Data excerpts
=-=-=

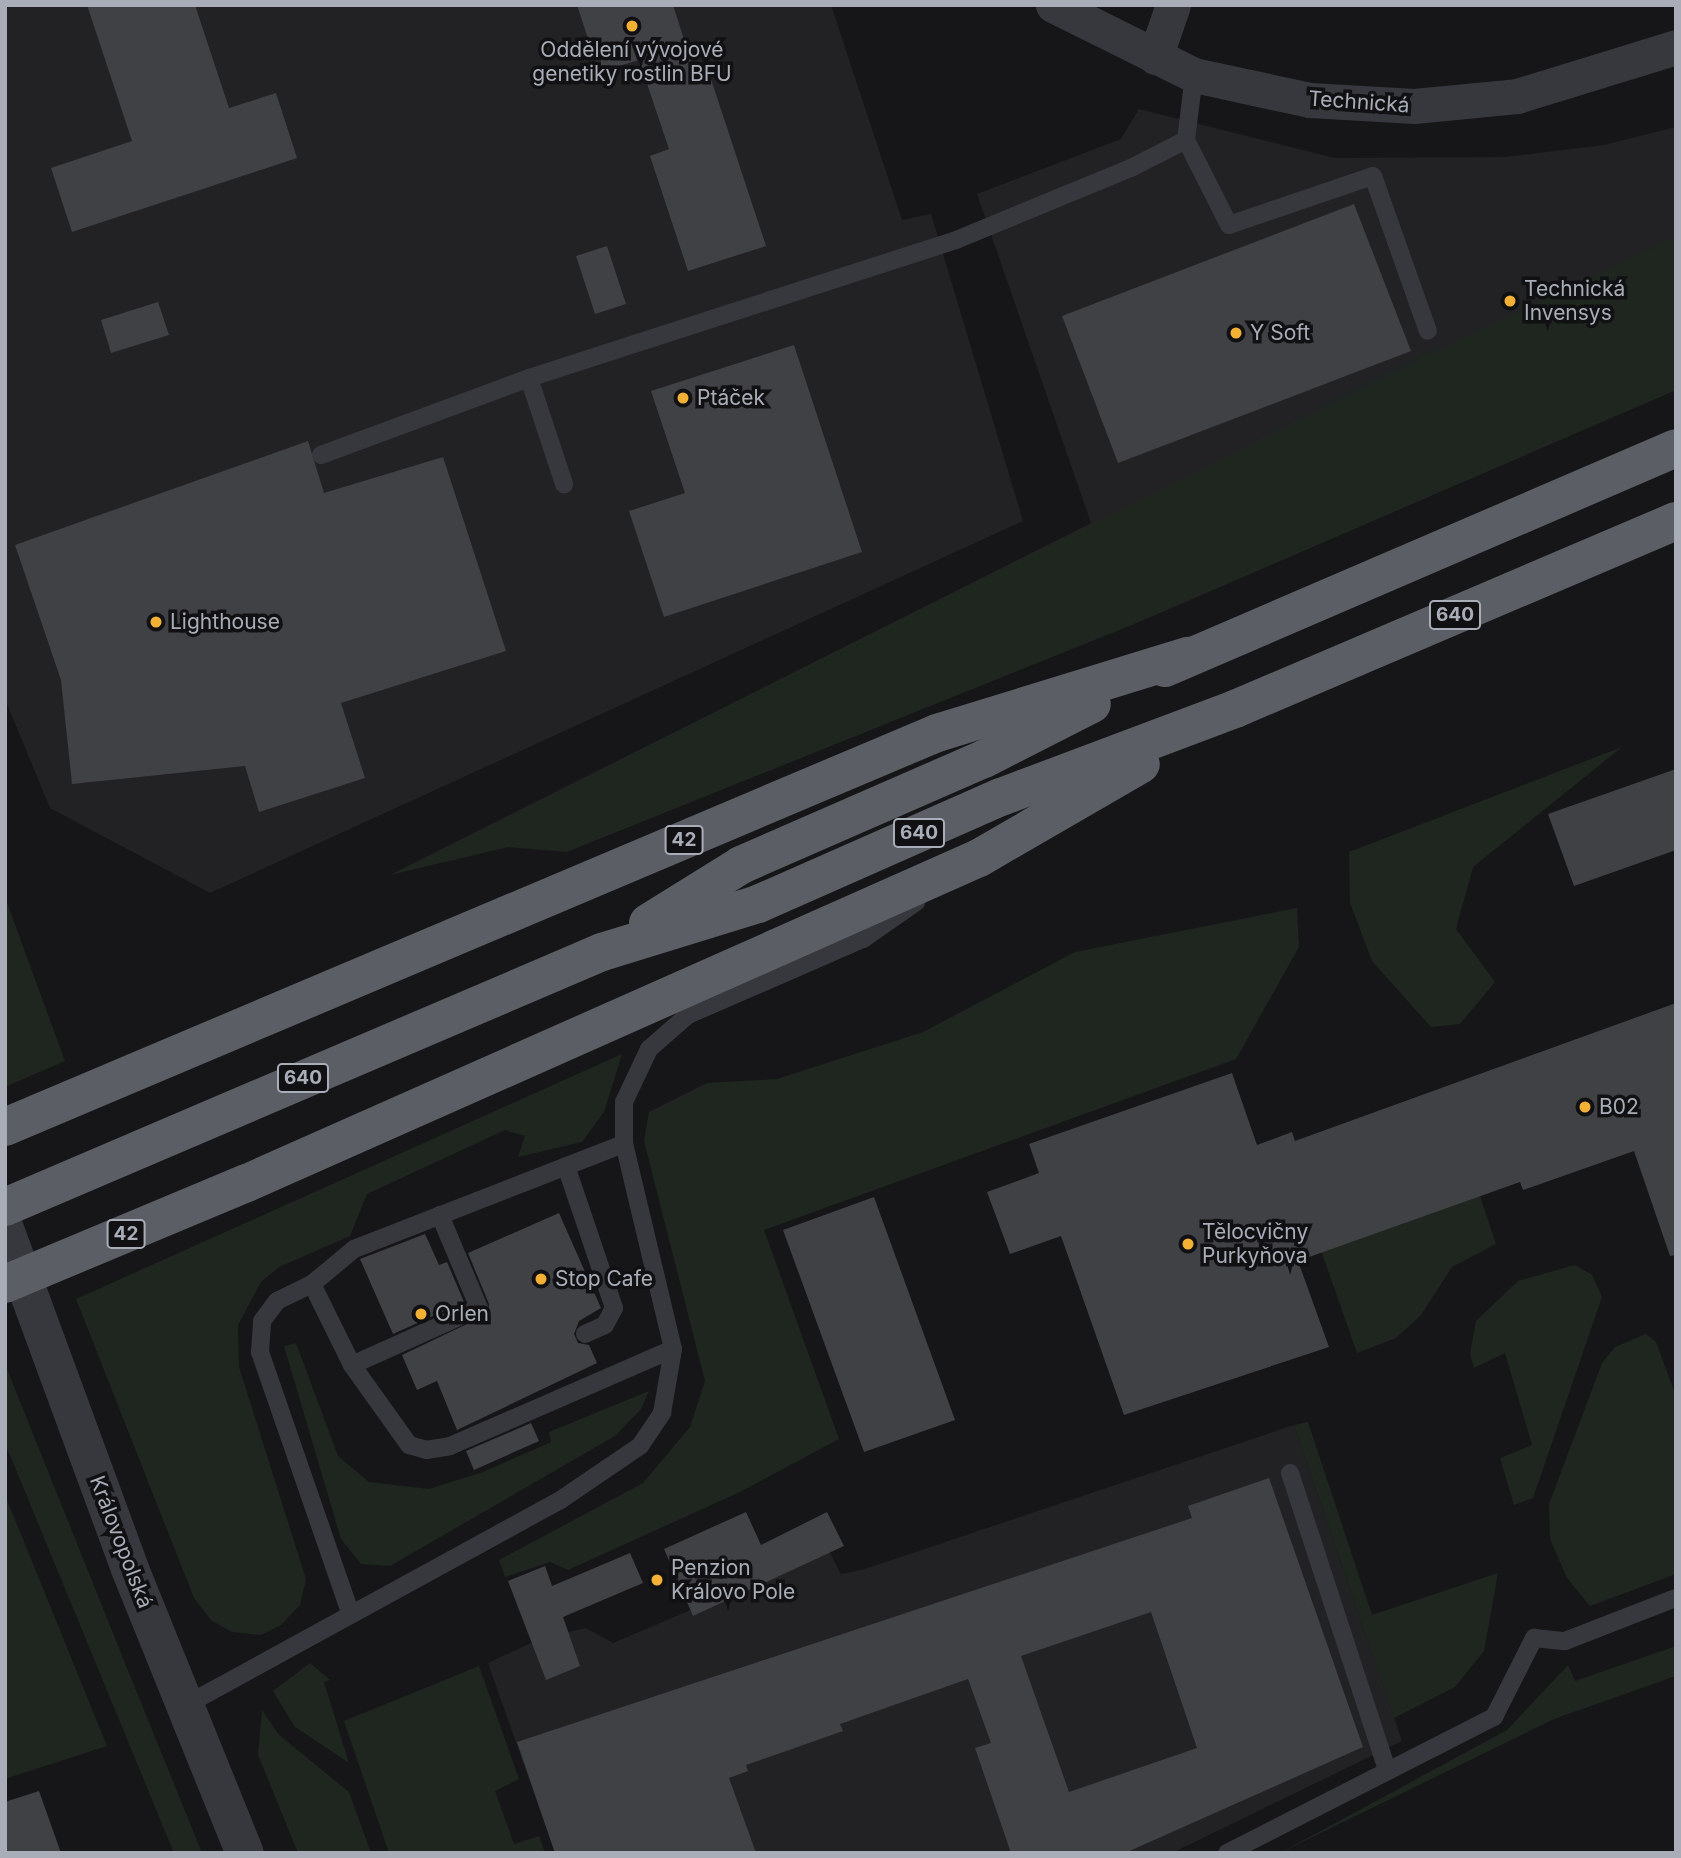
<!DOCTYPE html>
<html>
<head>
<meta charset="utf-8">
<style>
	body { margin:0 }
	#map { position:relative; width:1681px; height:1858px; overflow:hidden; background:#161618; font-family:Inter,sans-serif }
	div>[style] { position:absolute }
	.built>* { inset:0; background:#222225 }
	.green>* { inset:0; background:#1e261f }
	.building>* { inset:0; background:#404145 }
	.service>* { height:18px; margin:-9px; padding:0 9px; transform-origin:9px; border-radius:9px; background:#37383d }
	.minor>* { height:35px; margin:-17.5px; padding:0 17.5px; transform-origin:17.5px; border-radius:17.5px; background:#37383d }
	.tertiary>* { height:38px; margin:-19px; padding:0 19px; transform-origin:19px; border-radius:19px; background:#37383d }
	.trunk>* { height:38px; margin:-19px; padding:0 19px; transform-origin:19px; border-radius:19px; background:#5b5e65 }
	.trunk-bridge>* { height:38px; margin:-19px; padding:0 19px; transform-origin:19px; border-radius:19px; background:#5b5e65 }
	.dots>* { width:19px; height:19px; translate:-50% -50%; box-sizing:border-box; border:4px solid #111113; border-radius:50% }
	span { translate:-50% -50%; white-space:nowrap; text-align:center; line-height:1.15; -webkit-text-stroke:7px #111113; paint-order:stroke }
	.shield-label span { padding:2px 5px; background:#111113; border:2px solid; border-radius:5px; -webkit-text-stroke-width:0 }
	.shield-label { font-size:19px; color:#a8adb8; font-weight:700 }
	.poi-label { font-size:21px; color:#a8adb8 }
	.left { translate:0 -50%; text-align:left }
	.street-label { font-size:21px; color:#a8adb8 }
	.frame { position:absolute; inset:0; border:7px solid #a8adb8; pointer-events:none }
</style>
</head>
<body>
<div id="map">
	<div class="built">
		<div style="clip-path:polygon(5px 5px,831px 5px,902px 220px,931px 214px,1023px 521px,210px 893px,50px 808px,5px 699px)"></div>
		<div style="clip-path:polygon(1139px 109px,1335px 158px,1505px 157px,1604px 145px,1676px 127px,1676px 390px,1127px 627px,977px 194px,1121px 139px)"></div>
		<div style="clip-path:polygon(1294px 1425px,1402px 1741px,1172px 1853px,555px 1853px,488px 1663px,542px 1638px,586px 1628px,613px 1643px,829px 1551px,841px 1574px,865px 1569px)"></div>
	</div>
	<div class="green">
		<div style="clip-path:polygon(1676px 237px,1676px 390px,1127px 627px,567px 852px,508px 847px,390px 875px,1430px 353px)"></div>
		<div style="clip-path:polygon(1622px 747px,1473px 867px,1456px 929px,1495px 982px,1460px 1024px,1431px 1027px,1372px 961px,1350px 903px,1349px 852px)"></div>
		<div style="clip-path:polygon(5px 897px,65px 1061px,5px 1087px)"></div>
		<div style="clip-path:polygon(1297px 908px,1299px 947px,1236px 1059px,764px 1230px,839px 1439px,740px 1492px,568px 1570px,550px 1562px,505px 1577px,499px 1560px,643px 1483px,690px 1427px,705px 1381px,644px 1141px,649px 1112px,707px 1083px,777px 1079px,923px 1032px,1075px 952px)"></div>
		<div style="clip-path:polygon(622px 1054px,604px 1112px,582px 1142px,518px 1157px,525px 1136px,505px 1130px,367px 1194px,350px 1236px,279px 1267px,261px 1282px,238px 1325px,239px 1367px,306px 1579px,300px 1605px,281px 1625px,261px 1635px,232px 1632px,212px 1621px,194px 1598px,76px 1299px)"></div>
		<div style="clip-path:polygon(1480px 1196px,1496px 1244px,1452px 1267px,1421px 1315px,1396px 1338px,1357px 1353px,1318px 1242px)"></div>
		<div style="clip-path:polygon(1575px 1265px,1592px 1275px,1602px 1297px,1533px 1498px,1514px 1505px,1500px 1458px,1532px 1445px,1505px 1353px,1474px 1368px,1470px 1354px,1476px 1321px,1518px 1281px)"></div>
		<div style="clip-path:polygon(1646px 1334px,1656px 1342px,1676px 1396px,1676px 1574px,1590px 1606px,1567px 1578px,1550px 1539px,1549px 1504px,1602px 1363px,1615px 1347px)"></div>
		<div style="clip-path:polygon(296px 1343px,338px 1456px,369px 1482px,429px 1489px,483px 1472px,551px 1442px,549px 1432px,649px 1391px,641px 1409px,615px 1436px,390px 1566px,361px 1564px,341px 1539px,284px 1346px)"></div>
		<div style="clip-path:polygon(5px 1364px,129px 1673px,202px 1853px,174px 1853px,5px 1443px)"></div>
		<div style="clip-path:polygon(1308px 1422px,1372px 1615px,1498px 1573px,1484px 1651px,1455px 1687px,1394px 1718px,1294px 1425px)"></div>
		<div style="clip-path:polygon(5px 1495px,107px 1746px,5px 1779px)"></div>
		<div style="clip-path:polygon(1676px 1646px,1676px 1676px,1554px 1719px,1280px 1853px,1507px 1730px,1568px 1665px,1575px 1681px)"></div>
		<div style="clip-path:polygon(310px 1663px,330px 1680px,324px 1682px,349px 1763px,295px 1727px,273px 1691px)"></div>
		<div style="clip-path:polygon(479px 1666px,519px 1779px,495px 1791px,514px 1844px,539px 1836px,545px 1853px,389px 1853px,344px 1721px)"></div>
		<div style="clip-path:polygon(262px 1710px,279px 1735px,349px 1792px,371px 1853px,298px 1853px,258px 1755px)"></div>
	</div>
	<div class="building">
		<div style="clip-path:polygon(87px 5px,195px 5px,229px 108px,276px 93px,297px 158px,72px 232px,51px 168px,132px 141px)"></div>
		<div style="clip-path:polygon(577px 5px,673px 5px,693px 68px,706px 64px,766px 246px,688px 271px,650px 156px,669px 149px,639px 60px,599px 72px)"></div>
		<div style="clip-path:polygon(1354px 204px,1411px 351px,1118px 463px,1062px 316px)"></div>
		<div style="clip-path:polygon(607px 246px,626px 304px,595px 314px,576px 256px)"></div>
		<div style="clip-path:polygon(158px 302px,169px 335px,111px 353px,101px 320px)"></div>
		<div style="clip-path:polygon(794px 345px,862px 552px,664px 617px,629px 511px,685px 493px,651px 391px)"></div>
		<div style="clip-path:polygon(308px 441px,324px 493px,443px 457px,506px 651px,341px 703px,365px 778px,259px 812px,245px 766px,72px 784px,61px 680px,15px 545px)"></div>
		<div style="clip-path:polygon(1676px 769px,1676px 850px,1574px 886px,1548px 814px)"></div>
		<div style="clip-path:polygon(1676px 1003px,1676px 1255px,1670px 1256px,1634px 1151px,1523px 1190px,1520px 1182px,1298px 1261px,1329px 1347px,1124px 1415px,1061px 1236px,1010px 1254px,987px 1192px,1039px 1173px,1029px 1144px,1232px 1073px,1257px 1145px,1292px 1132px,1295px 1141px)"></div>
		<div style="clip-path:polygon(874px 1197px,955px 1420px,864px 1452px,783px 1230px)"></div>
		<div style="clip-path:polygon(559px 1213px,601px 1308px,579px 1321px,574px 1334px,578px 1343px,589px 1345px,597px 1363px,457px 1430px,437px 1381px,417px 1390px,402px 1355px,488px 1314px,489px 1304px,468px 1253px)"></div>
		<div style="clip-path:polygon(425px 1234px,439px 1265px,447px 1262px,464px 1302px,393px 1334px,360px 1259px)"></div>
		<div style="clip-path:polygon(531px 1423px,539px 1441px,474px 1470px,466px 1451px)"></div>
		<div style="clip-path:polygon(evenodd,1269px 1478px,1363px 1747px,1125px 1853px,1011px 1853px,975px 1748px,991px 1743px,968px 1679px,840px 1724px,843px 1731px,746px 1765px,748px 1771px,729px 1778px,756px 1853px,555px 1853px,517px 1742px,1192px 1518px,1188px 1506px,1269px 1478px,1151px 1612px,1197px 1748px,1069px 1792px,1021px 1656px,1151px 1612px)"></div>
		<div style="clip-path:polygon(746px 1512px,761px 1545px,827px 1512px,844px 1546px,693px 1616px,664px 1549px)"></div>
		<div style="clip-path:polygon(630px 1553px,643px 1583px,563px 1617px,580px 1666px,546px 1680px,508px 1581px,545px 1566px,552px 1586px)"></div>
		<div style="clip-path:polygon(39px 1791px,61px 1853px,5px 1853px,5px 1802px)"></div>
	</div>
	<div class="service">
		<div style="left:1186px;top:140px;width:95px;rotate:63.2deg"></div>
		<div style="left:1229px;top:225px;width:152px;rotate:-18.8deg"></div>
		<div style="left:1373px;top:176px;width:164px;rotate:70.5deg"></div>
		<div style="left:529px;top:378px;width:112px;rotate:71.7deg"></div>
		<div style="left:321px;top:455px;width:222px;rotate:-20.3deg"></div>
		<div style="left:529px;top:378px;width:449px;rotate:-17.9deg"></div>
		<div style="left:956px;top:240px;width:189px;rotate:-22.4deg"></div>
		<div style="left:1131px;top:168px;width:62px;rotate:-27deg"></div>
		<div style="left:1186px;top:140px;width:65px;rotate:-83deg"></div>
		<div style="left:566px;top:1166px;width:150px;rotate:71.3deg"></div>
		<div style="left:614px;top:1308px;width:19px;rotate:118deg"></div>
		<div style="left:605px;top:1325px;width:22px;rotate:156deg"></div>
		<div style="left:312px;top:1284px;width:55px;rotate:-39.8deg"></div>
		<div style="left:354px;top:1249px;width:290px;rotate:-21.3deg"></div>
		<div style="left:352px;top:1365px;width:98px;rotate:54.5deg"></div>
		<div style="left:409px;top:1445px;width:18px;rotate:16deg"></div>
		<div style="left:426px;top:1450px;width:24px;rotate:-9deg"></div>
		<div style="left:450px;top:1446px;width:243px;rotate:-23.5deg"></div>
		<div style="left:1290px;top:1473px;width:312px;rotate:71.9deg"></div>
		<div style="left:350px;top:1612px;width:275px;rotate:-109.1deg"></div>
		<div style="left:260px;top:1352px;width:31px;rotate:-86deg"></div>
		<div style="left:262px;top:1321px;width:25px;rotate:-53deg"></div>
		<div style="left:277px;top:1301px;width:39px;rotate:-26deg"></div>
		<div style="left:312px;top:1284px;width:90px;rotate:63.7deg"></div>
		<div style="left:352px;top:1365px;width:139px;rotate:-24.2deg"></div>
		<div style="left:479px;top:1308px;width:101px;rotate:-112.8deg"></div>
		<div style="left:186px;top:1705px;width:425px;rotate:-28.7deg"></div>
		<div style="left:559px;top:1501px;width:98px;rotate:-34.2deg"></div>
		<div style="left:640px;top:1446px;width:40px;rotate:-56deg"></div>
		<div style="left:662px;top:1413px;width:65px;rotate:-80.2deg"></div>
		<div style="left:673px;top:1349px;width:211px;rotate:-103.4deg"></div>
		<div style="left:624px;top:1144px;width:42px;rotate:-90deg"></div>
		<div style="left:624px;top:1102px;width:59px;rotate:-64.7deg"></div>
		<div style="left:649px;top:1049px;width:52px;rotate:-41.1deg"></div>
		<div style="left:688px;top:1015px;width:191px;rotate:-23.5deg"></div>
		<div style="left:863px;top:939px;width:65px;rotate:-34.9deg"></div>
		<div style="left:1227px;top:1853px;width:300px;rotate:-27deg"></div>
		<div style="left:1494px;top:1717px;width:89px;rotate:-63.1deg"></div>
		<div style="left:1534px;top:1638px;width:31px;rotate:6deg"></div>
		<div style="left:1565px;top:1641px;width:119px;rotate:-21.2deg"></div>
	</div>
	<div class="minor">
		<div style="left:1053px;top:5px;width:157px;rotate:26.4deg"></div>
		<div style="left:1194px;top:75px;width:119px;rotate:12.2deg"></div>
		<div style="left:1310px;top:100px;width:104px;rotate:3.3deg"></div>
		<div style="left:1414px;top:106px;width:103px;rotate:-5.5deg"></div>
		<div style="left:1517px;top:96px;width:166px;rotate:-17.1deg"></div>
		<div style="left:1155px;top:57px;width:55px;rotate:-70.9deg"></div>
	</div>
	<div class="tertiary">
		<div style="left:5px;top:1229px;width:362px;rotate:69.8deg"></div>
		<div style="left:130px;top:1569px;width:306px;rotate:68deg"></div>
	</div>
	<div class="trunk">
		<div style="left:1165px;top:668px;width:556px;rotate:-23.29deg"></div>
		<div style="left:648px;top:923px;width:110px;rotate:-31.9deg"></div>
		<div style="left:741px;top:865px;width:265px;rotate:-23.6deg"></div>
		<div style="left:984px;top:759px;width:121px;rotate:-27deg"></div>
		<div style="left:5px;top:1127px;width:1012px;rotate:-22.92deg"></div>
		<div style="left:937px;top:733px;width:263px;rotate:-17.1deg"></div>
		<div style="left:247px;top:1183px;width:801px;rotate:-23.94deg"></div>
		<div style="left:979px;top:858px;width:187px;rotate:-30.1deg"></div>
		<div style="left:5px;top:1207px;width:649px;rotate:-23.13deg"></div>
		<div style="left:602px;top:952px;width:163px;rotate:-17.1deg"></div>
		<div style="left:758px;top:904px;width:266px;rotate:-23.8deg"></div>
		<div style="left:1001px;top:797px;width:250px;rotate:-20.6deg"></div>
		<div style="left:1235px;top:709px;width:479px;rotate:-23.1deg"></div>
	</div>
	<div class="trunk-bridge">
		<div style="left:5px;top:1284px;width:262px;rotate:-22.7deg"></div>
	</div>
	<div class="dots">
		<div style="left:632px;top:26px;background:#f2b134"></div>
		<div style="left:1510px;top:301px;background:#f2b134"></div>
		<div style="left:1236px;top:333px;background:#f2b134"></div>
		<div style="left:683px;top:398px;background:#f2b134"></div>
		<div style="left:156px;top:622px;background:#f2b134"></div>
		<div style="left:1585px;top:1107px;background:#f2b134"></div>
		<div style="left:1188px;top:1244px;background:#f2b134"></div>
		<div style="left:541px;top:1279px;background:#f2b134"></div>
		<div style="left:421px;top:1314px;background:#f2b134"></div>
		<div style="left:657px;top:1580px;background:#f2b134"></div>
	</div>
	<div class="shield-label">
		<span style="left:1455px;top:615px">640</span>
		<span style="left:919px;top:833px">640</span>
		<span style="left:684px;top:840px">42</span>
		<span style="left:303px;top:1078px">640</span>
		<span style="left:126px;top:1234px">42</span>
	</div>
	<div class="poi-label">
		<span style="left:632px;top:62px">Oddělení vývojové<br>genetiky rostlin BFU</span>
		<span class="left" style="left:1524px;top:301px">Technická<br>Invensys</span>
		<span class="left" style="left:1250px;top:333px">Y Soft</span>
		<span class="left" style="left:697px;top:398px">Ptáček</span>
		<span class="left" style="left:170px;top:622px">Lighthouse</span>
		<span class="left" style="left:1599px;top:1107px">B02</span>
		<span class="left" style="left:1202px;top:1244px">Tělocvičny<br>Purkyňova</span>
		<span class="left" style="left:555px;top:1279px">Stop Cafe</span>
		<span class="left" style="left:435px;top:1314px">Orlen</span>
		<span class="left" style="left:671px;top:1580px">Penzion<br>Královo Pole</span>
	</div>
	<div class="street-label">
		<span style="left:1359px;top:102px;rotate:4deg">Technická</span>
		<span style="left:121px;top:1542px;rotate:69deg">Královopolská</span>
	</div>
	<div class="frame"></div>
</div>
</body>
</html>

=-=-=

[EXERCISE PROMPT]
Copy exactly, and only, the lines from the first entry through the line holding "5px,831px 5px,902px 220px,931px", both ends included, leaving out every picture.

[RESPONSE TO THE TASK]
<!DOCTYPE html>
<html>
<head>
<meta charset="utf-8">
<style>
	body { margin:0 }
	#map { position:relative; width:1681px; height:1858px; overflow:hidden; background:#161618; font-family:Inter,sans-serif }
	div>[style] { position:absolute }
	.built>* { inset:0; background:#222225 }
	.green>* { inset:0; background:#1e261f }
	.building>* { inset:0; background:#404145 }
	.service>* { height:18px; margin:-9px; padding:0 9px; transform-origin:9px; border-radius:9px; background:#37383d }
	.minor>* { height:35px; margin:-17.5px; padding:0 17.5px; transform-origin:17.5px; border-radius:17.5px; background:#37383d }
	.tertiary>* { height:38px; margin:-19px; padding:0 19px; transform-origin:19px; border-radius:19px; background:#37383d }
	.trunk>* { height:38px; margin:-19px; padding:0 19px; transform-origin:19px; border-radius:19px; background:#5b5e65 }
	.trunk-bridge>* { height:38px; margin:-19px; padding:0 19px; transform-origin:19px; border-radius:19px; background:#5b5e65 }
	.dots>* { width:19px; height:19px; translate:-50% -50%; box-sizing:border-box; border:4px solid #111113; border-radius:50% }
	span { translate:-50% -50%; white-space:nowrap; text-align:center; line-height:1.15; -webkit-text-stroke:7px #111113; paint-order:stroke }
	.shield-label span { padding:2px 5px; background:#111113; border:2px solid; border-radius:5px; -webkit-text-stroke-width:0 }
	.shield-label { font-size:19px; color:#a8adb8; font-weight:700 }
	.poi-label { font-size:21px; color:#a8adb8 }
	.left { translate:0 -50%; text-align:left }
	.street-label { font-size:21px; color:#a8adb8 }
	.frame { position:absolute; inset:0; border:7px solid #a8adb8; pointer-events:none }
</style>
</head>
<body>
<div id="map">
	<div class="built">
		<div style="clip-path:polygon(5px 5px,831px 5px,902px 220px,931px 214px,1023px 521px,210px 893px,50px 808px,5px 699px)"></div>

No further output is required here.